[[ GIVEN RECORDS open ]]

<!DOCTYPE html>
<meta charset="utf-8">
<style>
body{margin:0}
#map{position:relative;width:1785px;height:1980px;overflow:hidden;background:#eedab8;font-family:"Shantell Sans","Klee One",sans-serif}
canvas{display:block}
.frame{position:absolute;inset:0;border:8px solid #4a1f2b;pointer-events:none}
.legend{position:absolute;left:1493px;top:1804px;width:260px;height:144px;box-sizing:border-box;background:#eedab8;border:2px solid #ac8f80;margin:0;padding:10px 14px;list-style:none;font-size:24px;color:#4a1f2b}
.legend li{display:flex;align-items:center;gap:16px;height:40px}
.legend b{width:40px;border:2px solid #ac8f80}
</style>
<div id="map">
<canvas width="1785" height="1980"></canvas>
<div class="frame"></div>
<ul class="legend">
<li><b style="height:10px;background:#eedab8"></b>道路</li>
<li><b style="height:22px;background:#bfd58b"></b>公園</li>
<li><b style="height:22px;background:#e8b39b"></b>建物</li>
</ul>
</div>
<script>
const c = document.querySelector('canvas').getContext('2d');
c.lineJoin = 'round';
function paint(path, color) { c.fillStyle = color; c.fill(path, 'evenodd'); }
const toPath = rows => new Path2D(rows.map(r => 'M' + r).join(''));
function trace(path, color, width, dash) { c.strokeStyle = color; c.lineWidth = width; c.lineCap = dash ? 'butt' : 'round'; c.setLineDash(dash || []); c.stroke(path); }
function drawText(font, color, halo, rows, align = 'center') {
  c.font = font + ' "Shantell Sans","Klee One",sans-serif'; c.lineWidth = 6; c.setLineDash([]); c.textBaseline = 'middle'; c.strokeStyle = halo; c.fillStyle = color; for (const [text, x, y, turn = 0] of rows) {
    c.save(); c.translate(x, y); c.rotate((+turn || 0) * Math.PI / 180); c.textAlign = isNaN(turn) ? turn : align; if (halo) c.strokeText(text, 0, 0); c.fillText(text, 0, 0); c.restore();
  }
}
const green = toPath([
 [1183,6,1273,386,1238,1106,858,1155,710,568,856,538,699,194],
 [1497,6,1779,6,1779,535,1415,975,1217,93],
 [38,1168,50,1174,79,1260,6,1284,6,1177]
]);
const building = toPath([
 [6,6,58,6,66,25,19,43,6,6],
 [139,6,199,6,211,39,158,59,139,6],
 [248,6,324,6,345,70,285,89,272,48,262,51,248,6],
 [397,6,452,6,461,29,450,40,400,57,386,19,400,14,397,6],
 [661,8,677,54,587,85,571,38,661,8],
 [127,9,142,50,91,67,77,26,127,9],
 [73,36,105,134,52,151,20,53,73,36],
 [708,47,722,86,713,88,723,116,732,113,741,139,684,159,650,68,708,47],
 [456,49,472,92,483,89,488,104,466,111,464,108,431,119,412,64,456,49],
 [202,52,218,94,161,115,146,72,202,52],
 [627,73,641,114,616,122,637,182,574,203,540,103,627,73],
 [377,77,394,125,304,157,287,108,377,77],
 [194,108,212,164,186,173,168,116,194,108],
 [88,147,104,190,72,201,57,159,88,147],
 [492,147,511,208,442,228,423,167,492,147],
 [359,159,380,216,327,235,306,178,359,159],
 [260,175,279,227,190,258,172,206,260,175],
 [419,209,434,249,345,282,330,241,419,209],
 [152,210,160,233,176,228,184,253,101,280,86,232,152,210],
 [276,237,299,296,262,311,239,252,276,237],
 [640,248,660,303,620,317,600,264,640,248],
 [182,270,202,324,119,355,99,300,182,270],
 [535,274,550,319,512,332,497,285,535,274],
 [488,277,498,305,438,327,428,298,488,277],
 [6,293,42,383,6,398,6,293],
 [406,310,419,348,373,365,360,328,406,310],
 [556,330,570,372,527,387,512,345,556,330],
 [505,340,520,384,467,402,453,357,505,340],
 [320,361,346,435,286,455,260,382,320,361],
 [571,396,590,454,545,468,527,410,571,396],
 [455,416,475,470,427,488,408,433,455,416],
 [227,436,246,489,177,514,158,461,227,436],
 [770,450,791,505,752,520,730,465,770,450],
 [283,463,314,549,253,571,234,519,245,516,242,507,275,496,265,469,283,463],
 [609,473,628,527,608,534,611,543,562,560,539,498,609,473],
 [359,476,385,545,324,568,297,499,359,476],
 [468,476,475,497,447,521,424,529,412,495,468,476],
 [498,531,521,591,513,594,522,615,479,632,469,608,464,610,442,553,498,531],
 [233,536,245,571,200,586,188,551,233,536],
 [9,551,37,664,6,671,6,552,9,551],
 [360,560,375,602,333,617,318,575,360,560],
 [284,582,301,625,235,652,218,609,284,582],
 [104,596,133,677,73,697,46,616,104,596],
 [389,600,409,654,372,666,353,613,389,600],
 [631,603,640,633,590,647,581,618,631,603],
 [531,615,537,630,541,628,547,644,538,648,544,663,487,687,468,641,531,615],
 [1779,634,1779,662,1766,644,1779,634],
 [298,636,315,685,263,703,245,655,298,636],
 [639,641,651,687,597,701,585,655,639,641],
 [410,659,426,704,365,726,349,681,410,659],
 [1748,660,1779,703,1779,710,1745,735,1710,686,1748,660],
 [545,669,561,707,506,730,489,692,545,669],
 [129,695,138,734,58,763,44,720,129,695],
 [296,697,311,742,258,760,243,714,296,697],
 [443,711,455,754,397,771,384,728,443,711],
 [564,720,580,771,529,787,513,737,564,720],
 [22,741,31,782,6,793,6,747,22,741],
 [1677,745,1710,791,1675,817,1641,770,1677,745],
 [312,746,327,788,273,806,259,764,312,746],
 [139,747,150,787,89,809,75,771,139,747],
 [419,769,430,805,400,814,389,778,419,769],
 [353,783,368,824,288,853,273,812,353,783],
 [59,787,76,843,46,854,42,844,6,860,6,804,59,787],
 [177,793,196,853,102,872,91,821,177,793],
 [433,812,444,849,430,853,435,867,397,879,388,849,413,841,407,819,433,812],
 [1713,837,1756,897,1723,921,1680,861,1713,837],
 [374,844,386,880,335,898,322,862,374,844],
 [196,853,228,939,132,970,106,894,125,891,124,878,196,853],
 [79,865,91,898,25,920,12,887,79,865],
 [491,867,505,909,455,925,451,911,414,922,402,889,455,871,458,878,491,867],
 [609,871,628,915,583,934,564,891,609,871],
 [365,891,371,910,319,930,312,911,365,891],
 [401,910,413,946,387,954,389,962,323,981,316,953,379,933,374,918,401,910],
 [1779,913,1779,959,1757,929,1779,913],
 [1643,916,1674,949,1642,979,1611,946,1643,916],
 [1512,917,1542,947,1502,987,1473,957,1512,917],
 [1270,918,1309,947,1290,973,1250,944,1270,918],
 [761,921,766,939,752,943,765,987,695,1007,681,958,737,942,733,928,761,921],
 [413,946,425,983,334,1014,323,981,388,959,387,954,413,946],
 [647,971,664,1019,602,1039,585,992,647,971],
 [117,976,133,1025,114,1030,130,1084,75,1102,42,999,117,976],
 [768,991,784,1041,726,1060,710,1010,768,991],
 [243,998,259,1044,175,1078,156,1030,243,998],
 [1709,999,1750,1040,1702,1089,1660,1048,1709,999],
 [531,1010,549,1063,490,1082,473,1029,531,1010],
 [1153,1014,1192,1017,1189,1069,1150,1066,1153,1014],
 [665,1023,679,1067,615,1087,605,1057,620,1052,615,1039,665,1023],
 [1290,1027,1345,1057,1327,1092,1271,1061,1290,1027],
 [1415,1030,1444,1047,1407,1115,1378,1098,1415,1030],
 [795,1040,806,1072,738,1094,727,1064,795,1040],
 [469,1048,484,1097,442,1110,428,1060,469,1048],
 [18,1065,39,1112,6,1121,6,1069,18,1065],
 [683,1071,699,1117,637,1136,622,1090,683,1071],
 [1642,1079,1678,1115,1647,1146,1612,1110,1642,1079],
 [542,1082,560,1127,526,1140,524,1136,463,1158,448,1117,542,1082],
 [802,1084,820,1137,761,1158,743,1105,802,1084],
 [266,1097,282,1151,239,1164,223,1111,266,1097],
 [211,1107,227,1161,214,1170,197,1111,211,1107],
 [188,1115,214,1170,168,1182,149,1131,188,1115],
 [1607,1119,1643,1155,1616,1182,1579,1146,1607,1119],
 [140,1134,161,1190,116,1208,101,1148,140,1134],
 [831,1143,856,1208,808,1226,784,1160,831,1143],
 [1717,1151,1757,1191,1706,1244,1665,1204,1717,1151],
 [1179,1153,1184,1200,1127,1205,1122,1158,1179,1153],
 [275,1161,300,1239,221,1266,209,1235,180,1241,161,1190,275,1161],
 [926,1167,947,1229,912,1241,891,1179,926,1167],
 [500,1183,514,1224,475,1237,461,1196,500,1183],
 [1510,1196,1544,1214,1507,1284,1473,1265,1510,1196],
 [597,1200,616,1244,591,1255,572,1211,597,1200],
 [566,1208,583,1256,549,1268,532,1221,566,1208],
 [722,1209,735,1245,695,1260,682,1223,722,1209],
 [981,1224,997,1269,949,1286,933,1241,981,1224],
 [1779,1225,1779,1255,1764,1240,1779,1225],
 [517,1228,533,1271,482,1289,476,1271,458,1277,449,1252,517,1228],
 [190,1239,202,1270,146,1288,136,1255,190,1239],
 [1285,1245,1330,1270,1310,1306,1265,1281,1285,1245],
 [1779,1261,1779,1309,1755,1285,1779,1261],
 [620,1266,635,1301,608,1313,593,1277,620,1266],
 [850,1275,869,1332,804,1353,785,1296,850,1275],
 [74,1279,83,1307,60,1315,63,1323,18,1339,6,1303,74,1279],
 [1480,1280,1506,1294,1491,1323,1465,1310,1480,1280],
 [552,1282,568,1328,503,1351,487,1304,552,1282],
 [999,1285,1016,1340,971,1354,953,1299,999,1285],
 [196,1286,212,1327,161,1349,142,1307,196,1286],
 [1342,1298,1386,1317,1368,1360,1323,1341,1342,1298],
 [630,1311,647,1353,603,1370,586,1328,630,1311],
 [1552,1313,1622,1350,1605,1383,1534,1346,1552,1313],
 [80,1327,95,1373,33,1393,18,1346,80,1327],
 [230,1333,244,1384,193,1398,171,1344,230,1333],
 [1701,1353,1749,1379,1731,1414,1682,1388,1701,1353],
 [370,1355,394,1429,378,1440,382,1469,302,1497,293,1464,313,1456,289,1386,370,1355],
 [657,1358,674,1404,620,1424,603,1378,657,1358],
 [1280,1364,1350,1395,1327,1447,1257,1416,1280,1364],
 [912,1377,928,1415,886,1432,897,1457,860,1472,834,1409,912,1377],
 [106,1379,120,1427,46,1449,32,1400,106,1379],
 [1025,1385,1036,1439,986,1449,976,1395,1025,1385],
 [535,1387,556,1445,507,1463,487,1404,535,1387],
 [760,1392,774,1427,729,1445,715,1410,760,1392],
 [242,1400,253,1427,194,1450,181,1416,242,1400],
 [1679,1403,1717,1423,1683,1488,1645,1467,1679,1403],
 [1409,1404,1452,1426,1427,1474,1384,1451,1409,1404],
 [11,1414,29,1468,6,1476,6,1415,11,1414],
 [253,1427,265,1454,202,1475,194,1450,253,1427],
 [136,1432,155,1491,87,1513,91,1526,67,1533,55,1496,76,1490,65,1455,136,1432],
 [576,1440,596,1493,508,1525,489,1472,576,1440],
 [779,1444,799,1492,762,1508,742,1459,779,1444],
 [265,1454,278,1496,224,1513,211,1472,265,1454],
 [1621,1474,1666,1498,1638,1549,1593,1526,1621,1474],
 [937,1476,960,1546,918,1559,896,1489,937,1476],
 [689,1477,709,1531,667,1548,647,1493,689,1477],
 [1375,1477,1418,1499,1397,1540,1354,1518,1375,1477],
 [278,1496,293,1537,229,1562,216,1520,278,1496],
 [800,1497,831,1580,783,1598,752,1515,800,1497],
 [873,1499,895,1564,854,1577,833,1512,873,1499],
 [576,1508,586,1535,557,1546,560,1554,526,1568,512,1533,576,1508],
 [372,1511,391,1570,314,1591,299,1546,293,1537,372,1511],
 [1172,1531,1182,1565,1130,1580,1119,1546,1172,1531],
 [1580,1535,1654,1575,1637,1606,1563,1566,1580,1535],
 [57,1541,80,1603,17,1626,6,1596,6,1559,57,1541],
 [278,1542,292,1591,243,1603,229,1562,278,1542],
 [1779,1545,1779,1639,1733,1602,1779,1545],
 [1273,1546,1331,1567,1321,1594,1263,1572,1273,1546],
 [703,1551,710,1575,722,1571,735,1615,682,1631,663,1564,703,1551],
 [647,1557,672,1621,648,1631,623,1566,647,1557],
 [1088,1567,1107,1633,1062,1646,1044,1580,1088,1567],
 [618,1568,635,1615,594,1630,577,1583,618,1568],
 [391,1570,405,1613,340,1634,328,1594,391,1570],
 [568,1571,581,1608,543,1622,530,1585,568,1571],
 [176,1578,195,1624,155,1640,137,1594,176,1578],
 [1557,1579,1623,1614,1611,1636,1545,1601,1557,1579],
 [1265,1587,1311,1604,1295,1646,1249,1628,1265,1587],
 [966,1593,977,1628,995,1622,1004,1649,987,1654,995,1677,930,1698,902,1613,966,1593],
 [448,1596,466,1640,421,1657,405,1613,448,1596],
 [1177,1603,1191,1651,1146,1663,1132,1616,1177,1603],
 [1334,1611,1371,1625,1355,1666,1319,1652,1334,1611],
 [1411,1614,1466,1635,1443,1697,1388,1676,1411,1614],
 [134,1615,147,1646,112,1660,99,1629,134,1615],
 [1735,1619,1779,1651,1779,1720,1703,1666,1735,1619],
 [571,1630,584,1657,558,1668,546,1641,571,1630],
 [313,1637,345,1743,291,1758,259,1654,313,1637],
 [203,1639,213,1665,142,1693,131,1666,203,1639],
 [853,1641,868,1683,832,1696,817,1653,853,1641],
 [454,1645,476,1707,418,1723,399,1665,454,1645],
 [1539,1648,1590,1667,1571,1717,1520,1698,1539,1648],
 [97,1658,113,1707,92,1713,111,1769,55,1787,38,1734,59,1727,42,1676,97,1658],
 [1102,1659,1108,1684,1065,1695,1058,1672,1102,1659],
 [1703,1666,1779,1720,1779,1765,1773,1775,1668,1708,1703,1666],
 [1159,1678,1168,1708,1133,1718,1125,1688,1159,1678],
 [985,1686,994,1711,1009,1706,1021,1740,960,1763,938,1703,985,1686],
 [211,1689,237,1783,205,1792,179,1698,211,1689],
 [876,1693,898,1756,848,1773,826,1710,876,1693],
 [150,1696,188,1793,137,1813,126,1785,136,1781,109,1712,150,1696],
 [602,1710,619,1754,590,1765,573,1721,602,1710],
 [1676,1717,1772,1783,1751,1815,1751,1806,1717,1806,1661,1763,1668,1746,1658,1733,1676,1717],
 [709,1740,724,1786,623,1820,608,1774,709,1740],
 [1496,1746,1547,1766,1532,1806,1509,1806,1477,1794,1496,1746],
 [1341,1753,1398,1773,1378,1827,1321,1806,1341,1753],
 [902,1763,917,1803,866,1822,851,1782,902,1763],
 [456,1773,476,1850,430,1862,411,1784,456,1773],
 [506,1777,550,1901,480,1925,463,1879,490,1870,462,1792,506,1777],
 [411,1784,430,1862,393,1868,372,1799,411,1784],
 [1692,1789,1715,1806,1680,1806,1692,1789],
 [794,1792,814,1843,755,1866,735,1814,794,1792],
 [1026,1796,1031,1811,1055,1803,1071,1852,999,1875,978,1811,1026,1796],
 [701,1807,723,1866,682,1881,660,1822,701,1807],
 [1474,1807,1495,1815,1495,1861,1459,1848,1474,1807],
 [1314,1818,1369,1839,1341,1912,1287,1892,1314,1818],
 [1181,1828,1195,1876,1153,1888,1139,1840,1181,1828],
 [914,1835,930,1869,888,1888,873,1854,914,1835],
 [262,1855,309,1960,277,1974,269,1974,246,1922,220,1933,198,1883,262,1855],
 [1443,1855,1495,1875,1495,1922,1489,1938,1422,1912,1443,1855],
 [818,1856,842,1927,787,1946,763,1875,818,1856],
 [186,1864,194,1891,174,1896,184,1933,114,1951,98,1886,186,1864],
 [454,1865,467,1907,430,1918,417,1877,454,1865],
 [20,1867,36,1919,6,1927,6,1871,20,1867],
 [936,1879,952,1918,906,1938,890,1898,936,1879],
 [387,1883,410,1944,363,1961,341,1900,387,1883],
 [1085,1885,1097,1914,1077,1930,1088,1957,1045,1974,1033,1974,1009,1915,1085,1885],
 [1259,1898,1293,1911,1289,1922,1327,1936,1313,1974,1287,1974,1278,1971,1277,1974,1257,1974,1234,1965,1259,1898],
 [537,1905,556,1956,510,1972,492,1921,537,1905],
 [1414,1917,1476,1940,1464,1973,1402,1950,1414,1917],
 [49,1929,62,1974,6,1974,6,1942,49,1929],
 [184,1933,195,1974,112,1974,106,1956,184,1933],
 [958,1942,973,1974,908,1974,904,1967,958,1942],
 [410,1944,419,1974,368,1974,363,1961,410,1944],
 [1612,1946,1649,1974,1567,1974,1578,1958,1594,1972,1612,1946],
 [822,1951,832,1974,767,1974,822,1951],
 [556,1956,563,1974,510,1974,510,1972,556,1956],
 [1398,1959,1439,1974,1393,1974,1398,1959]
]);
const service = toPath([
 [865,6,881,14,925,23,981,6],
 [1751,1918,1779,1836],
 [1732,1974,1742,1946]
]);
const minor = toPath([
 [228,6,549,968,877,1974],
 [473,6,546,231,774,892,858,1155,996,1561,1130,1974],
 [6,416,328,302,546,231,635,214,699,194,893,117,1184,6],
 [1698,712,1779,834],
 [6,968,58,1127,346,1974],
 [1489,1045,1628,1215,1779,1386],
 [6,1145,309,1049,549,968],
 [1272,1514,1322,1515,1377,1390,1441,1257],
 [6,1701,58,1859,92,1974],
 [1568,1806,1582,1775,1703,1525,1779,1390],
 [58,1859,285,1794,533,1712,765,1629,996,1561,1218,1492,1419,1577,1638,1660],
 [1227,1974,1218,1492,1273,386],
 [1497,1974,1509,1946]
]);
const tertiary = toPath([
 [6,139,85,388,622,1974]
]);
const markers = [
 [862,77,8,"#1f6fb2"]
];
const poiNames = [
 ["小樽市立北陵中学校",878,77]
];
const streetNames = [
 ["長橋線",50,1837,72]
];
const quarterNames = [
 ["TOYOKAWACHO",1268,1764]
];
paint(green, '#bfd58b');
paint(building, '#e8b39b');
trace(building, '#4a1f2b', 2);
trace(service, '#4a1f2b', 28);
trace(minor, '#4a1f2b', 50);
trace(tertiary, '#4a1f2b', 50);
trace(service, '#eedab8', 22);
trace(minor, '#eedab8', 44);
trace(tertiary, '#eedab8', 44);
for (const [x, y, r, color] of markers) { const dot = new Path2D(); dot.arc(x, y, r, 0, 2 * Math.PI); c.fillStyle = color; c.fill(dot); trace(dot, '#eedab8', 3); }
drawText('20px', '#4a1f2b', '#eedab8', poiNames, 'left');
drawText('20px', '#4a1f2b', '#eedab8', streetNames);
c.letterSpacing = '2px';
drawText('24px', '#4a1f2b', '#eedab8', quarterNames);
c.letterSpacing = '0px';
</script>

[[ GIVEN RECORDS closed ]]

EXERCISE OBJECTIVE:
Going line by line through the data, tally each one that includes the string "align", and answer with the tally only.

RESULT FOR THIS EXERCISE:
3